Pardus has asked for the wisdom of the Perl Monks concerning the following question:

Greetings Oh holy men

Is it possible to do a syntax check on a block of perl code from within a perl program?

Of course one could do qx/perl -wc "my code"/ but I don't want to shell out. Another possebility is to eval the code and check for $@, but then it is allready evalled, and that could have unforseen consequences.

Basicly I'm looking for a kind of local "-c" switch.

Any suggestions ?
--
Jaap Karssenberg || Pardus (Larus)? <pardus@cpan.org>
>>>> Zoidberg: So many memories, so many strange fluids gushing out of patients' bodies.... <<<<

Replies are listed 'Best First'.
Re: run-time syntax checking
by PodMaster (Abbot) on Jan 31, 2003 at 10:53 UTC
    It's not really possible. The question has come up before, and your best bet is to use Safe or simply shell out.
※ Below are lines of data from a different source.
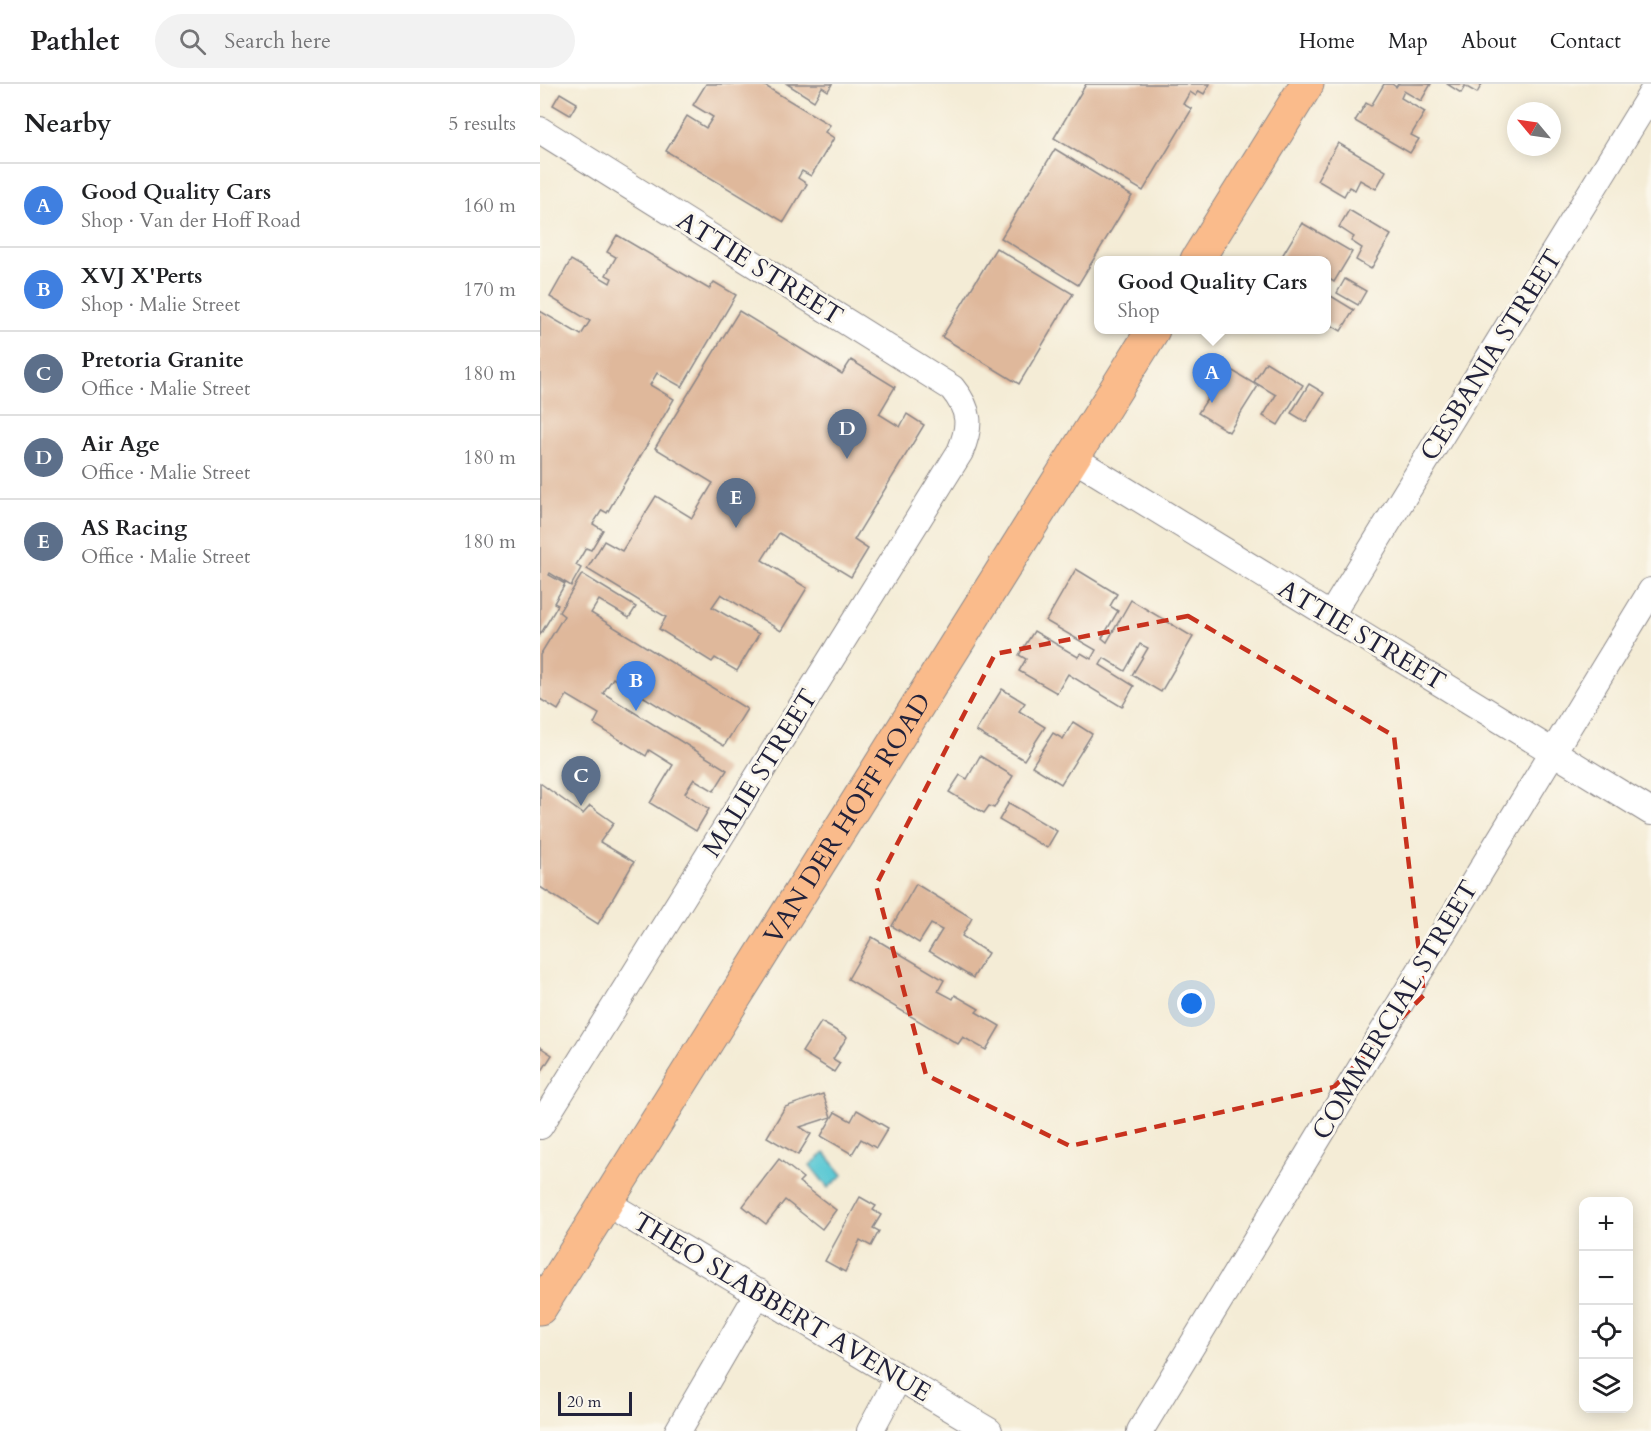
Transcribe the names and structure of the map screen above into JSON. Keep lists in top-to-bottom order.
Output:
{
  "streets": {
    "main road": ["VAN DER HOFF ROAD"],
    "street": [
      "ATTIE STREET",
      "CESBANIA STREET",
      "MALIE STREET",
      "COMMERCIAL STREET",
      "THEO SLABBERT AVENUE"
    ]
  },
  "crossings": [
    ["ATTIE STREET", "CESBANIA STREET"],
    ["ATTIE STREET", "MALIE STREET"],
    ["ATTIE STREET", "VAN DER HOFF ROAD"],
    ["ATTIE STREET", "COMMERCIAL STREET"],
    ["VAN DER HOFF ROAD", "THEO SLABBERT AVENUE"]
  ],
  "scale_bar": "20 m",
  "north": "top left",
  "page": {
    "header": "Pathlet",
    "search": "Search here",
    "nav": [
      "Home",
      "Map",
      "About",
      "Contact"
    ],
    "heading": ["Nearby", "5 results"],
    "list": [
      {
        "mark": "A",
        "name": "Good Quality Cars",
        "note": "Shop · Van der Hoff Road",
        "value": "160 m"
      },
      {
        "mark": "B",
        "name": "XVJ X'Perts",
        "note": "Shop · Malie Street",
        "value": "170 m"
      },
      {
        "mark": "C",
        "name": "Pretoria Granite",
        "note": "Office · Malie Street",
        "value": "180 m"
      },
      {
        "mark": "D",
        "name": "Air Age",
        "note": "Office · Malie Street",
        "value": "180 m"
      },
      {
        "mark": "E",
        "name": "AS Racing",
        "note": "Office · Malie Street",
        "value": "180 m"
      }
    ],
    "popup": ["Good Quality Cars", "Shop"],
    "pins": [
      "A",
      "D",
      "E",
      "B",
      "C"
    ],
    "map_buttons": ["+", "−"],
    "scale": "20 m"
  }
}
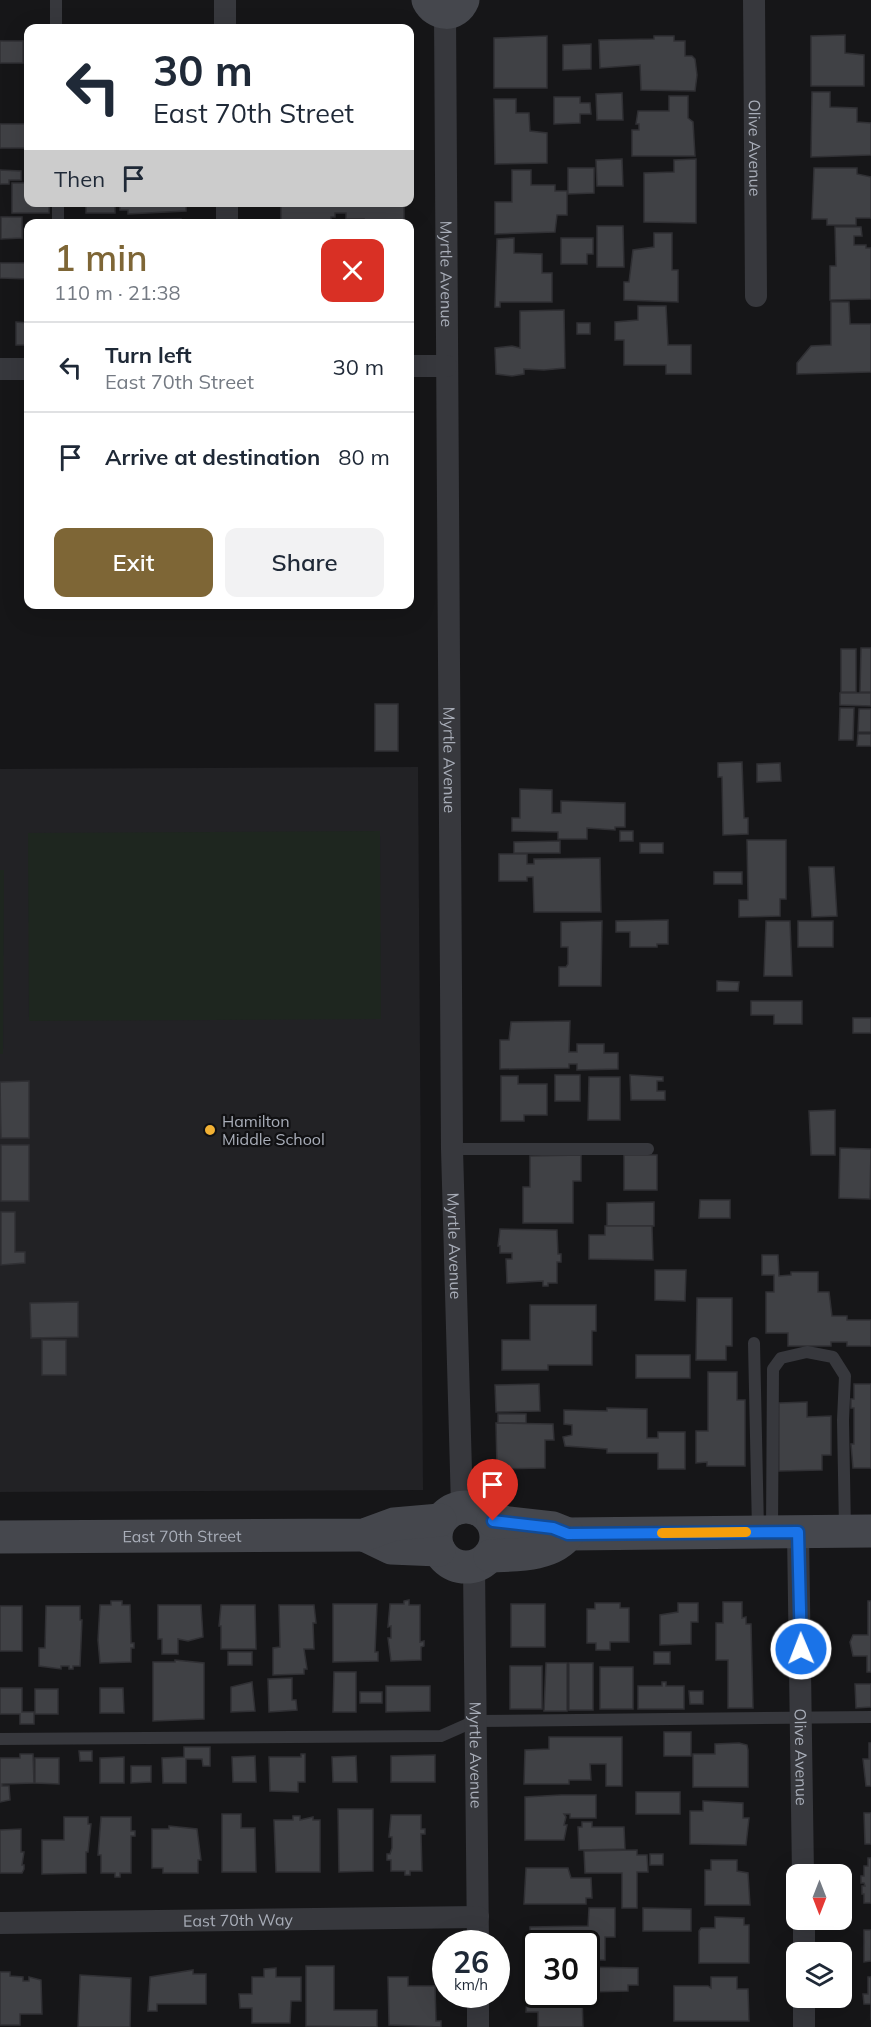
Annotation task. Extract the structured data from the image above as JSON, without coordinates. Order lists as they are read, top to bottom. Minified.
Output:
{"streets":{"street":["Olive Avenue","Myrtle Avenue","East 70th Street","East 70th Way"]},"crossings":[["Myrtle Avenue","East 70th Street"],["Myrtle Avenue","East 70th Way"]],"places":["Hamilton Middle School"],"north":"bottom","page":{"turn":["30 m","East 70th Street"],"then":"Then","heading":["1 min","110 m · 21:38"],"list":[{"name":"Turn left","note":"East 70th Street","value":"30 m"},{"name":"Arrive at destination","value":"80 m"}],"buttons":["Exit","Share"],"speed":"26 km/h","limit":"30"}}
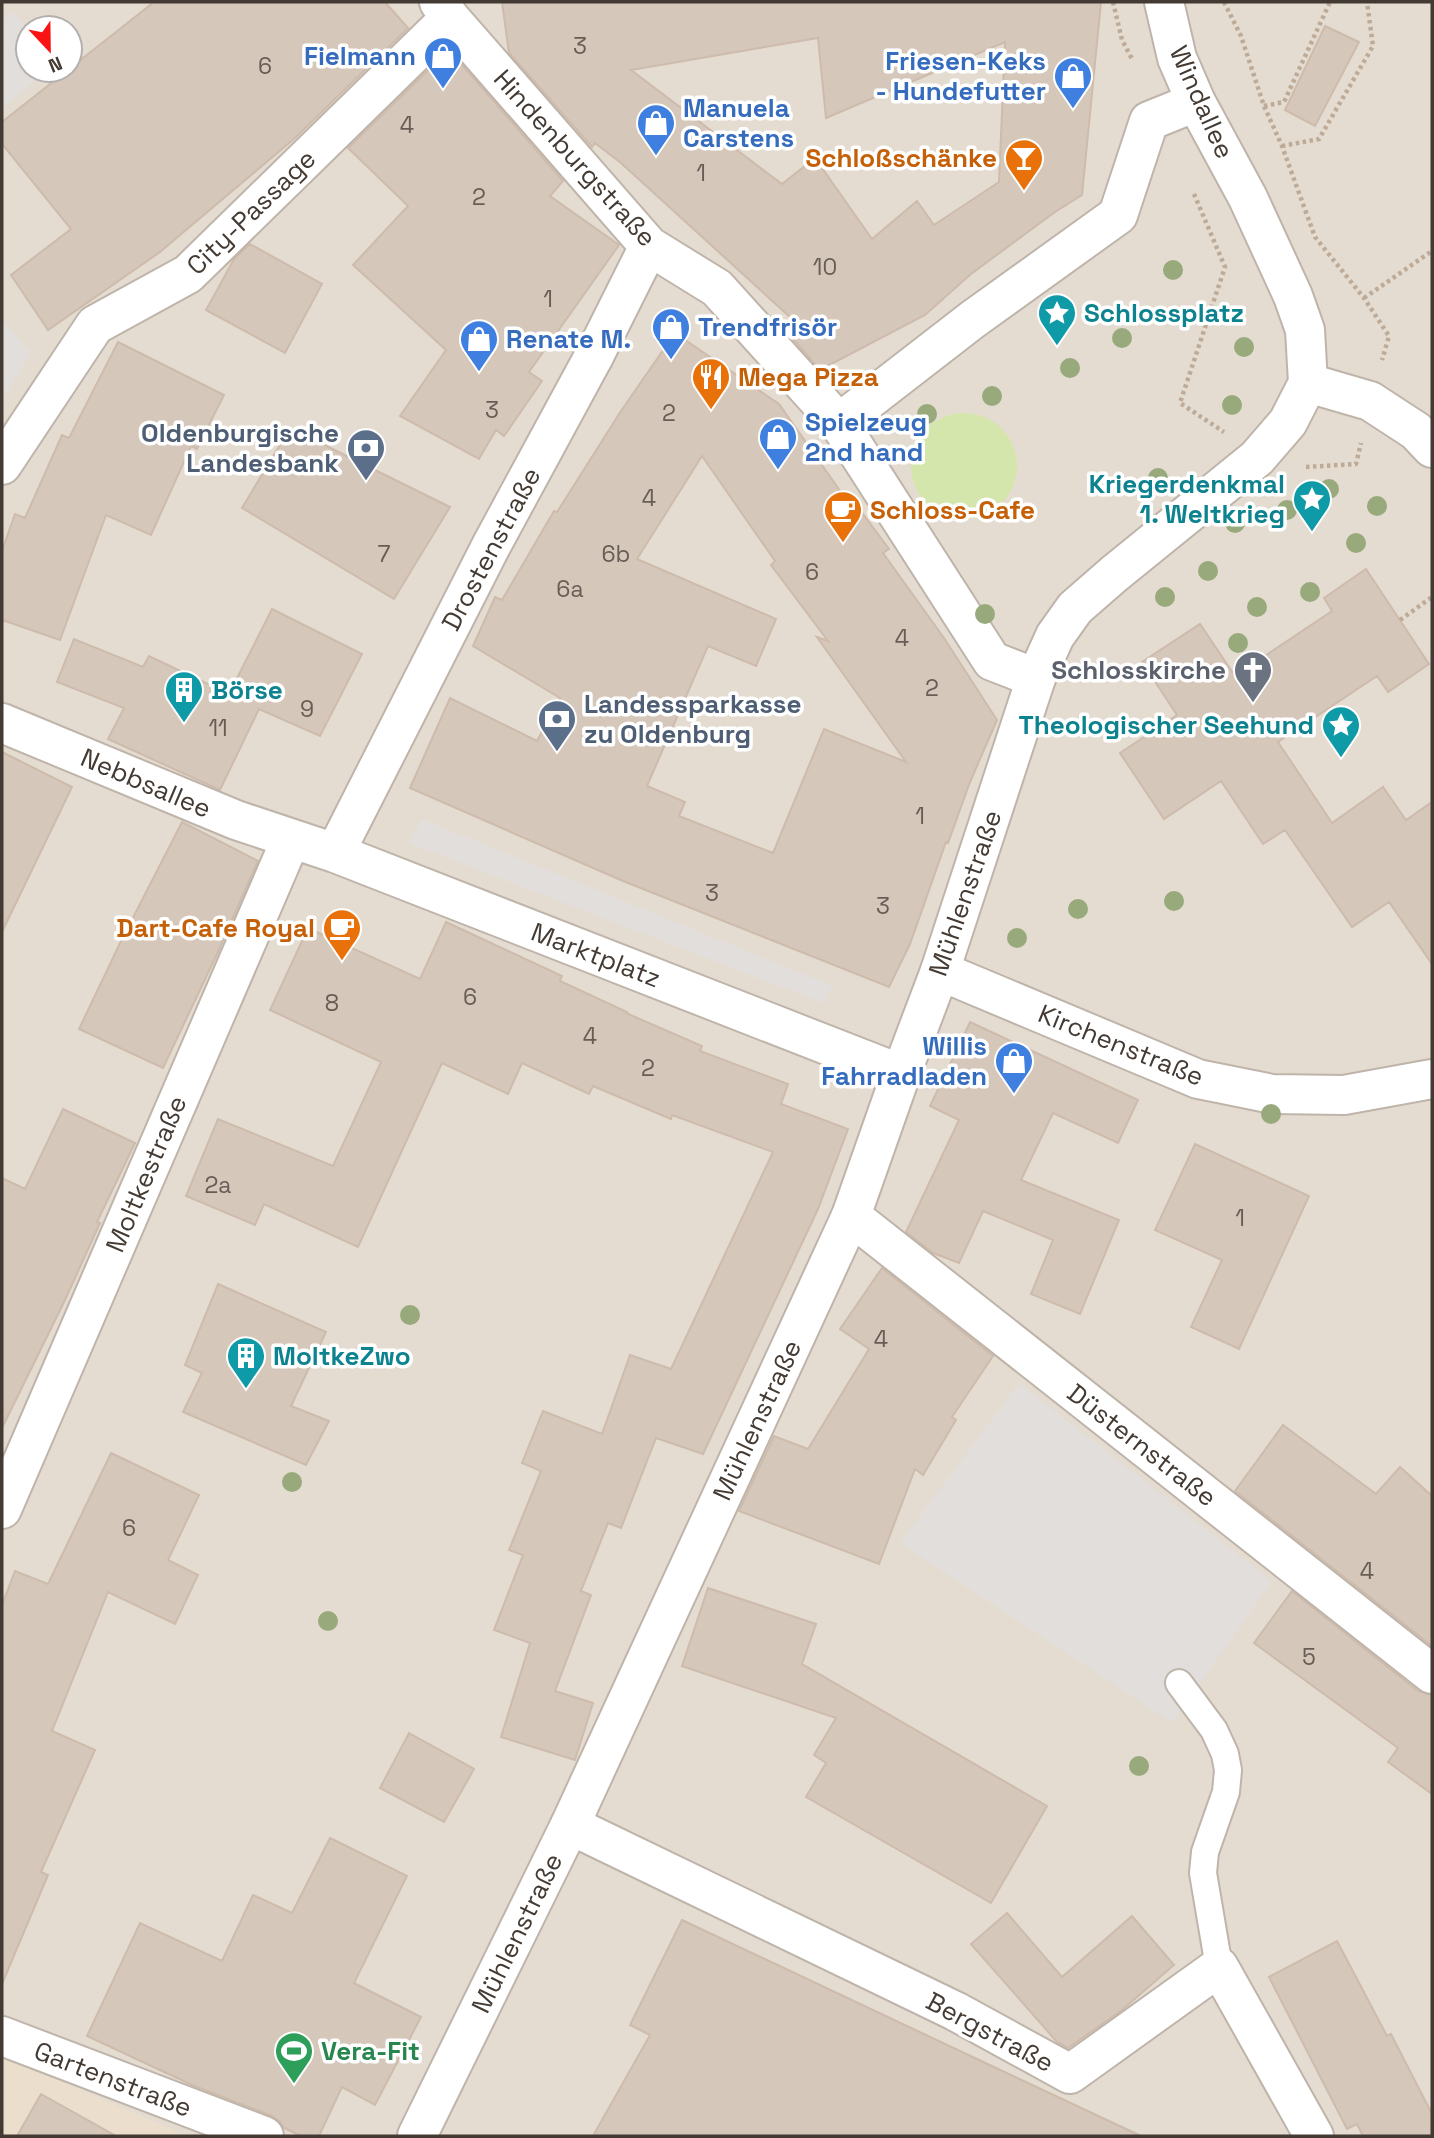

    Note that there are ways to get around Safe, but there are no examples (Is Safe.pm unsafe?)

    Also, the -c switch is not perfect, BEGIN{} block will be executed.

    update:

    Auditing BEGIN blocks? might be of interest


    MJD says you can't just make shit up and expect the computer to know what you mean, retardo!
    ** The Third rule of perl club is a statement of fact: pod is sexy.

      And my conclusion from Auditing BEGIN blocks? is that it won't be possible to do this until perl6 when the grammar can be subverted.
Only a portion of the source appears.